Keggi died on July 4, 2023, at the age of 88.

== Publications ==
Keggi studied major joint replacement, spinal diseases and wound treatment. He is the author and co-author of numerous publications including:

- Flanagin BA, Dushey CH, Rubin LE, Keggi KJ. Total hip arthroplasty followed by traction and delayed reduction for Crowe IV developmental dysplasia of the hip. J Arthroplasty. 2013 Jun; 28(6):1052-4.
- Oetgen ME, Huo MH, Keggi KJ. Revision total hip arthroplasty using the Zweymuller femoral stem. J Orthop Traumatol. 2008 Jun;9(2):57-62
- Grauer JN, Keggi JM, Keggi KJ. Superior mesenteric vein tear with total hip arthroplasty. J Arthroplasty. 2001 Aug;16(5):671-3.
- Huo MH, Solberg BD, Zatorski LE, Keggi KJ. Total hip replacements done without cement after acetabular fractures: a 4- to 8-year follow-up study. J Arthroplasty. 1999 Oct;14(7):827-31.
- Lorenze M, Huo MH, Zatorski LE, Keggi KJ. A comparison of the cost effectiveness of one-stage versus two-stage bilateral total hip replacement. Orthopedics. 1998 Dec;21(12):1249-52.
- Hoffinger SA, Keggi KJ, Zatorski LE. Primary ceramic hip replacement: a prospective study of 119 hips. Orthopedics. 1991 May;14(5):523-31.
- Clark CR, Keggi KJ, Panjabi MM. Methylmethacrylate stabilization of the cervical spine. J Bone Joint Surg Am. 1984 Jan;66(1):40-6.
- Fulkerson JP, Crelin ES, Keggi KJ. Anatomy and osteotomy of the greater trochanter. Arch Surg. 1979 Jan;114(1):19-21.
- Kelsey JL, Keggi KJ. An epidemiological study of the effect of fluorides in drinking water on the frequency of slipped capital femoral epiphysis. Yale J Biol Med. 1971 Dec;44(3):274-85.
- Keggi KJ, Audette LG. Portable television in medicine and medical education. J Med Educ. 1970 Apr;45(4):258-9.

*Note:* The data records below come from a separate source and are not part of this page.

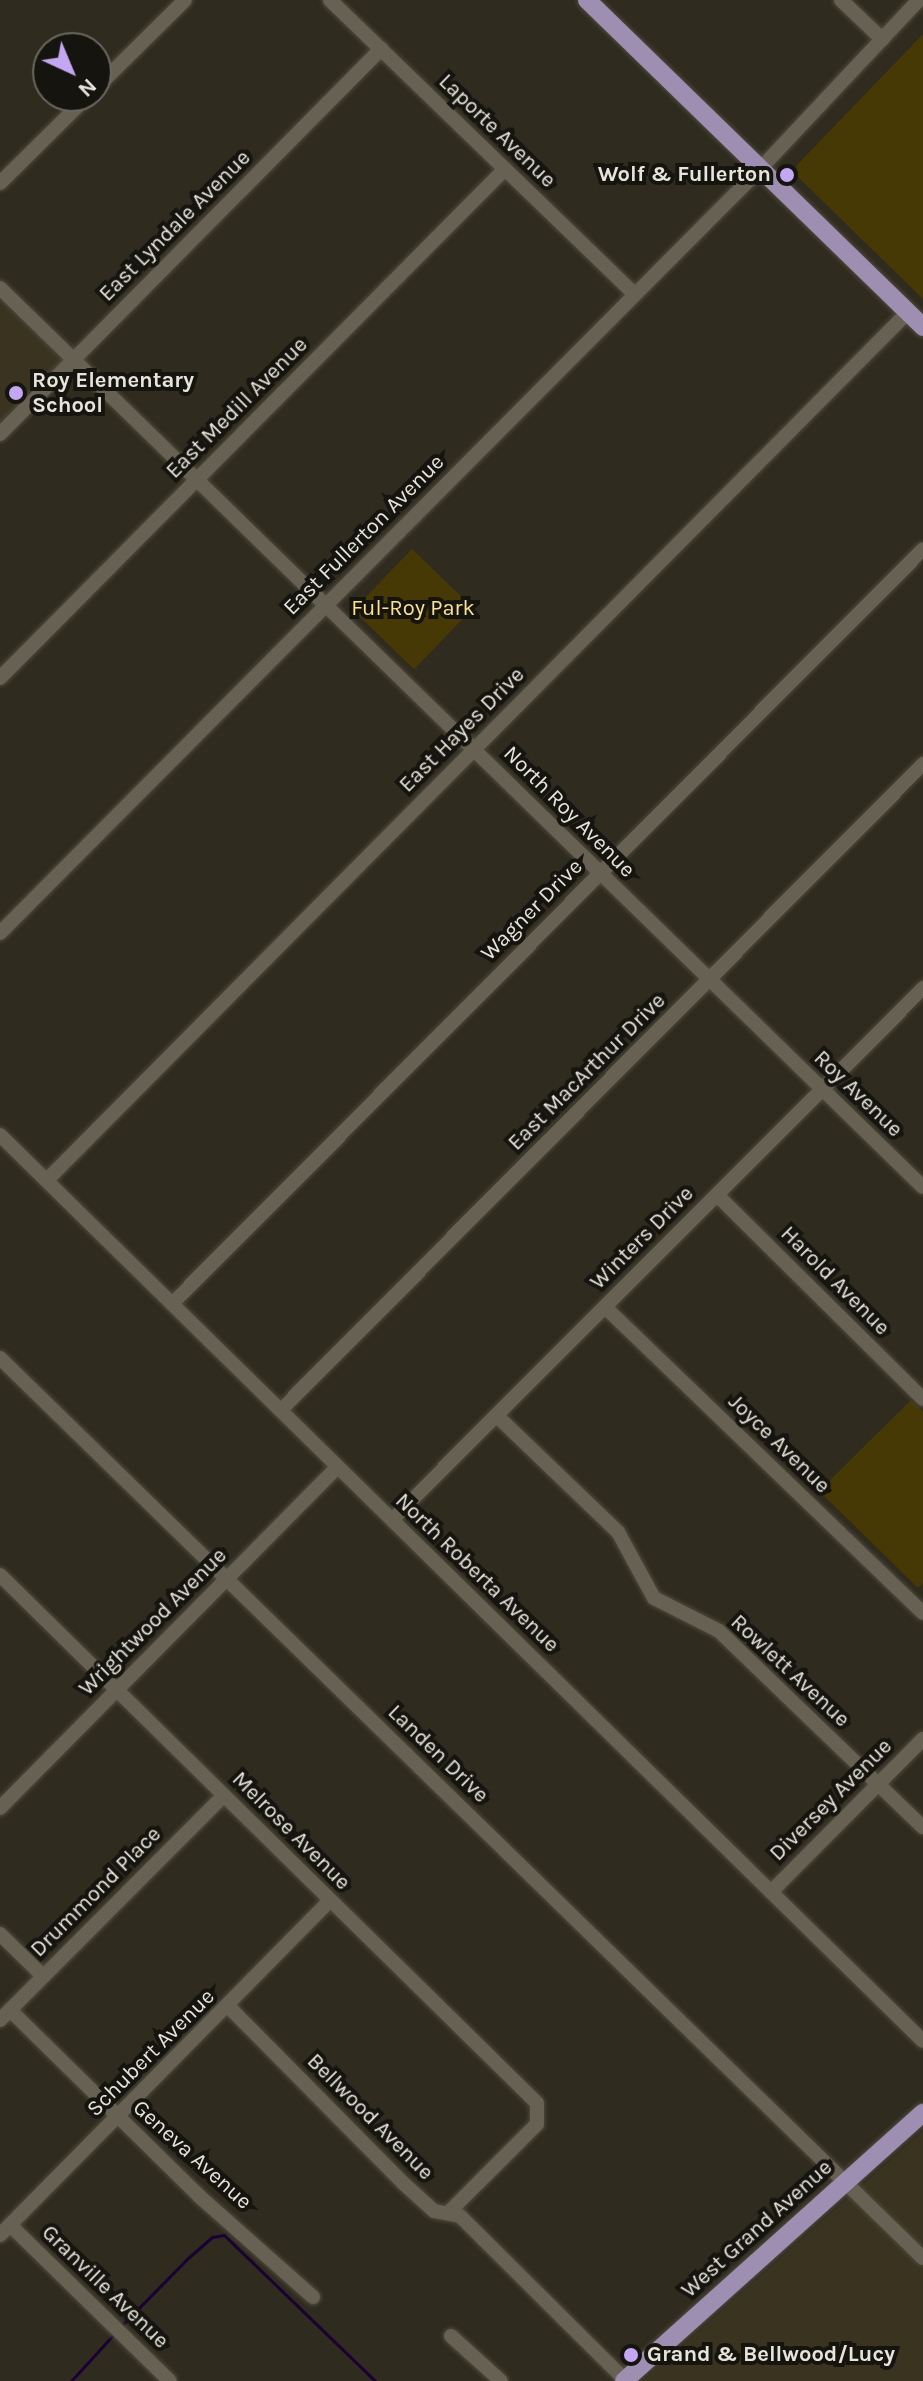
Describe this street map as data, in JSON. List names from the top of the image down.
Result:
{
  "streets": {
    "main road": ["West Grand Avenue"],
    "street": [
      "Laporte Avenue",
      "East Lyndale Avenue",
      "East Medill Avenue",
      "East Fullerton Avenue",
      "East Hayes Drive",
      "North Roy Avenue",
      "Wagner Drive",
      "East MacArthur Drive",
      "Roy Avenue",
      "Winters Drive",
      "Harold Avenue",
      "Joyce Avenue",
      "North Roberta Avenue",
      "Wrightwood Avenue",
      "Rowlett Avenue",
      "Landen Drive",
      "Diversey Avenue",
      "Melrose Avenue",
      "Drummond Place",
      "Schubert Avenue",
      "Bellwood Avenue",
      "Geneva Avenue",
      "Granville Avenue"
    ]
  },
  "crossings": [
    ["Laporte Avenue", "East Lyndale Avenue"],
    ["Laporte Avenue", "East Medill Avenue"],
    ["Laporte Avenue", "East Fullerton Avenue"],
    ["East Lyndale Avenue", "North Roy Avenue"],
    ["East Medill Avenue", "North Roy Avenue"],
    ["East Fullerton Avenue", "North Roy Avenue"],
    ["East Hayes Drive", "North Roy Avenue"],
    ["East Hayes Drive", "North Roberta Avenue"],
    ["North Roy Avenue", "Wagner Drive"],
    ["North Roy Avenue", "East MacArthur Drive"],
    ["North Roy Avenue", "Roy Avenue"],
    ["Wagner Drive", "North Roberta Avenue"],
    ["East MacArthur Drive", "North Roberta Avenue"],
    ["Roy Avenue", "Winters Drive"],
    ["Winters Drive", "Harold Avenue"],
    ["Winters Drive", "Joyce Avenue"],
    ["Winters Drive", "North Roberta Avenue"],
    ["Winters Drive", "Rowlett Avenue"],
    ["North Roberta Avenue", "Wrightwood Avenue"],
    ["North Roberta Avenue", "Diversey Avenue"],
    ["Wrightwood Avenue", "Landen Drive"],
    ["Wrightwood Avenue", "Melrose Avenue"],
    ["Rowlett Avenue", "Diversey Avenue"],
    ["Landen Drive", "West Grand Avenue"],
    ["Melrose Avenue", "Drummond Place"],
    ["Melrose Avenue", "Schubert Avenue"],
    ["Melrose Avenue", "Bellwood Avenue"],
    ["Drummond Place", "Geneva Avenue"],
    ["Schubert Avenue", "Bellwood Avenue"],
    ["Schubert Avenue", "Geneva Avenue"],
    ["Schubert Avenue", "Granville Avenue"],
    ["Bellwood Avenue", "West Grand Avenue"]
  ],
  "parks": ["Ful-Roy Park"],
  "places": ["Wolf & Fullerton", "Roy Elementary School", "Grand & Bellwood/Lucy"],
  "north": "bottom right"
}
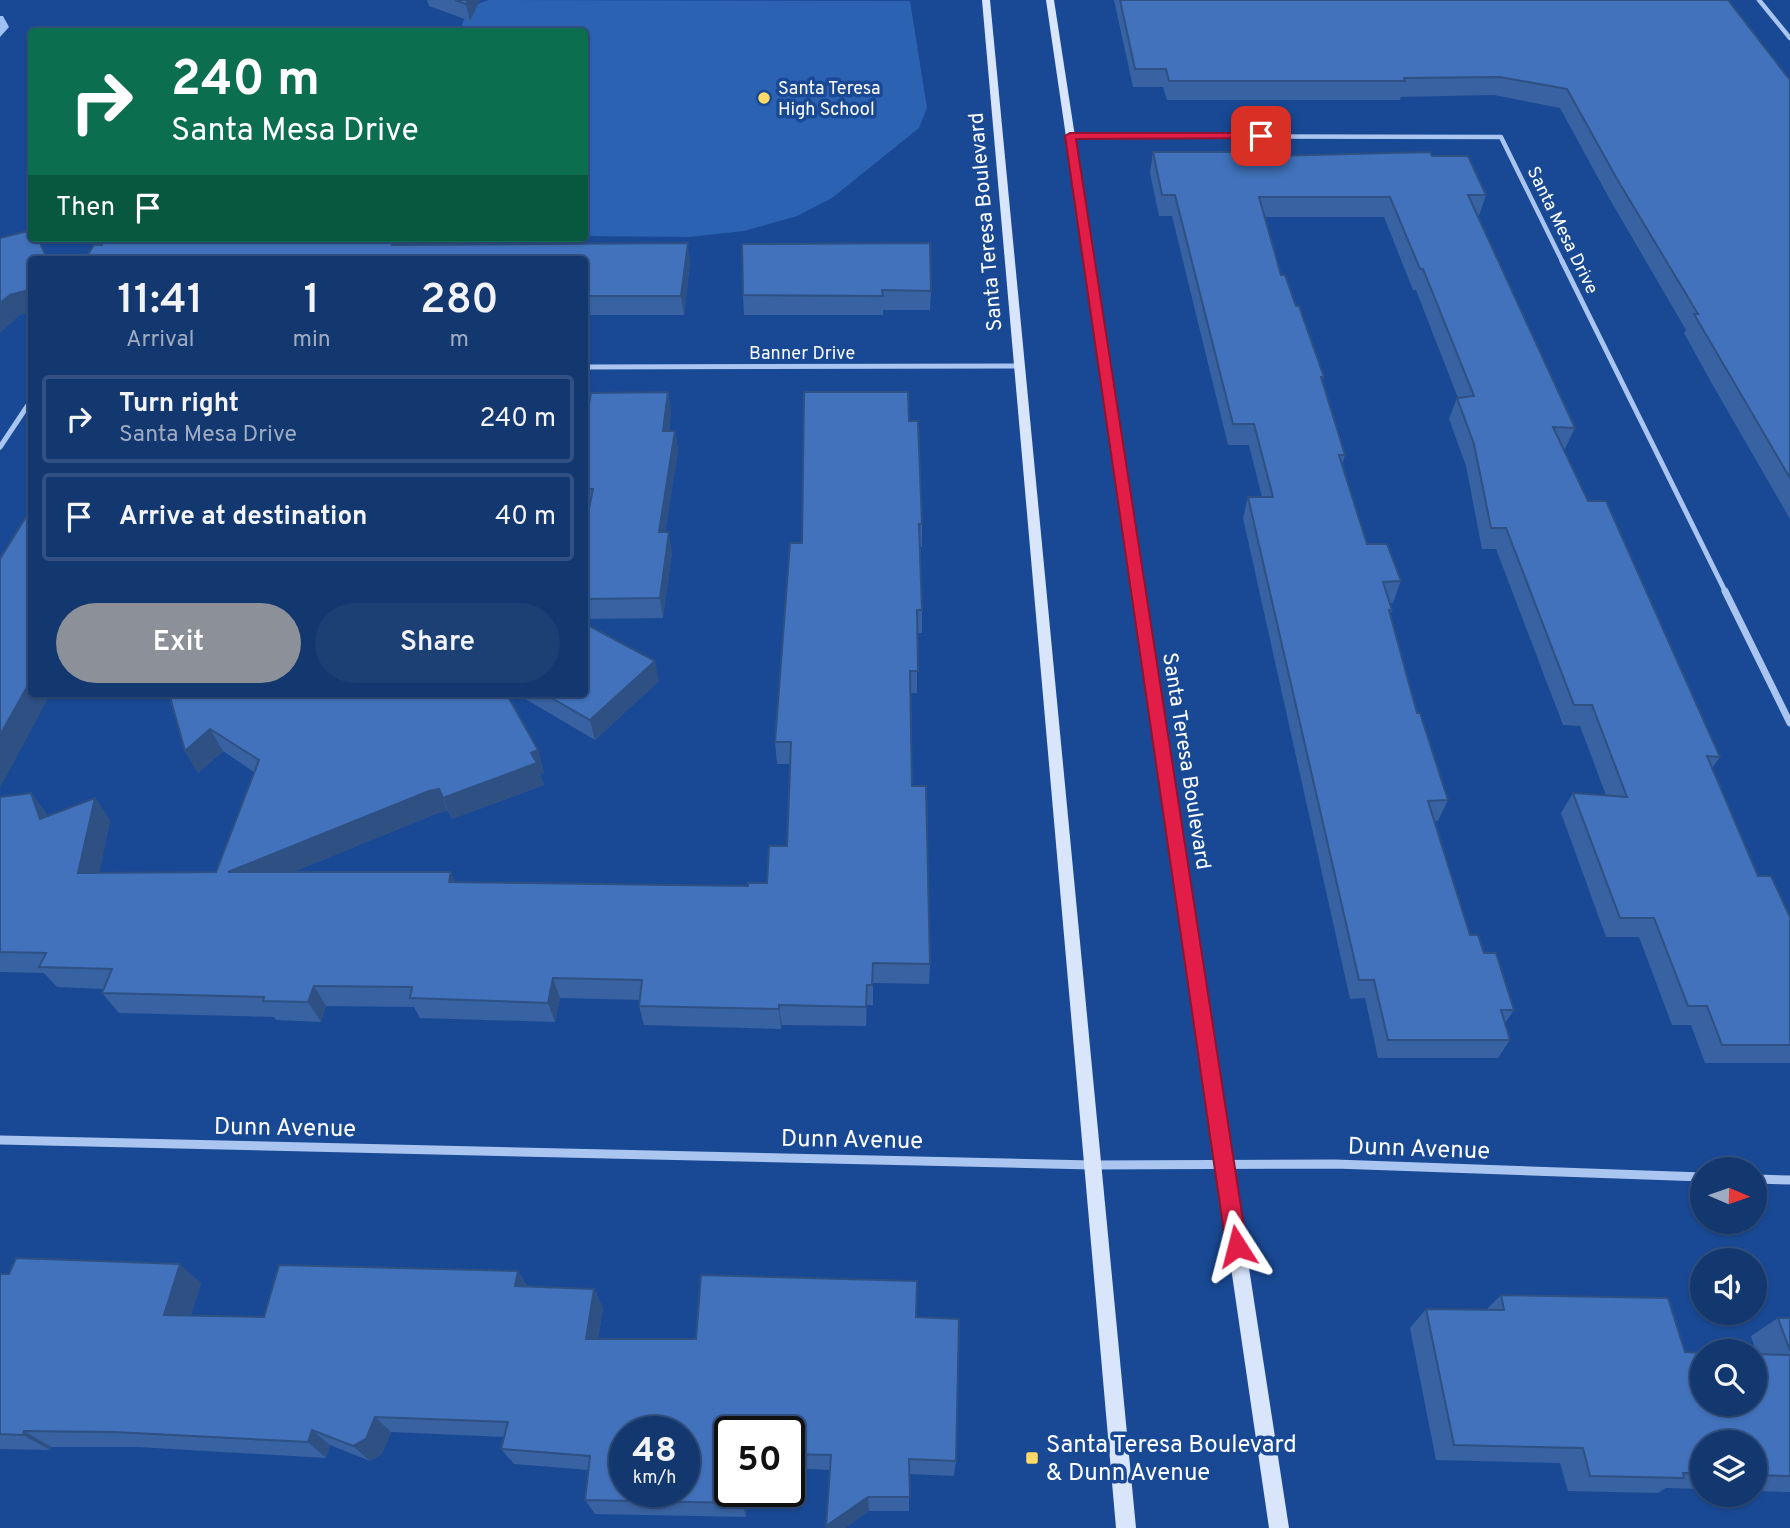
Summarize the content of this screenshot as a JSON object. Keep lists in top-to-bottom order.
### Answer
{
  "streets": {
    "main road": ["Santa Teresa Boulevard"],
    "street": ["Santa Mesa Drive", "Banner Drive", "Dunn Avenue"]
  },
  "crossings": [
    ["Santa Teresa Boulevard", "Santa Mesa Drive"],
    ["Santa Teresa Boulevard", "Banner Drive"],
    ["Santa Teresa Boulevard", "Dunn Avenue"]
  ],
  "places": {
    "other": ["Santa Teresa High School"],
    "transit": ["Santa Teresa Boulevard & Dunn Avenue"]
  },
  "north": "right",
  "page": {
    "turn": ["240 m", "Santa Mesa Drive"],
    "then": "Then",
    "eta": [
      "11:41",
      "Arrival",
      "1",
      "min",
      "280",
      "m"
    ],
    "list": [
      {
        "name": "Turn right",
        "note": "Santa Mesa Drive",
        "value": "240 m"
      },
      {
        "name": "Arrive at destination",
        "value": "40 m"
      }
    ],
    "buttons": ["Exit", "Share"],
    "speed": "48 km/h",
    "limit": "50"
  }
}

Keggi was the co-author of The Direct Anterior Approach to Hip Reconstruction (2016).

== Awards ==
Keggi received the Latvian Order of the Three Stars in 1993, the V Class Order of the Estonian Red Cross in 1999, the Distinguished Service Medal of the Latvian Physicians Association (the second ever awarded) in 2009 and the Silver Medal of Medical Dignity and Service to Russian Medicine in 2012. He received the George H.W. Bush Lifetime of Leadership Award from Yale University in 2005. In 1994, the Pauls Stradiņš Museum of the History of Medicine and the LAS awarded him the Pauls Stradiņš Prize.

Keggi was an Honorary Member of the Latvian Academy of Sciences (1990) and the Russian Academy of Sciences (1993) and an Honorary Doctor of Riga Stradiņš University (1997) and the University of Latvia (2009).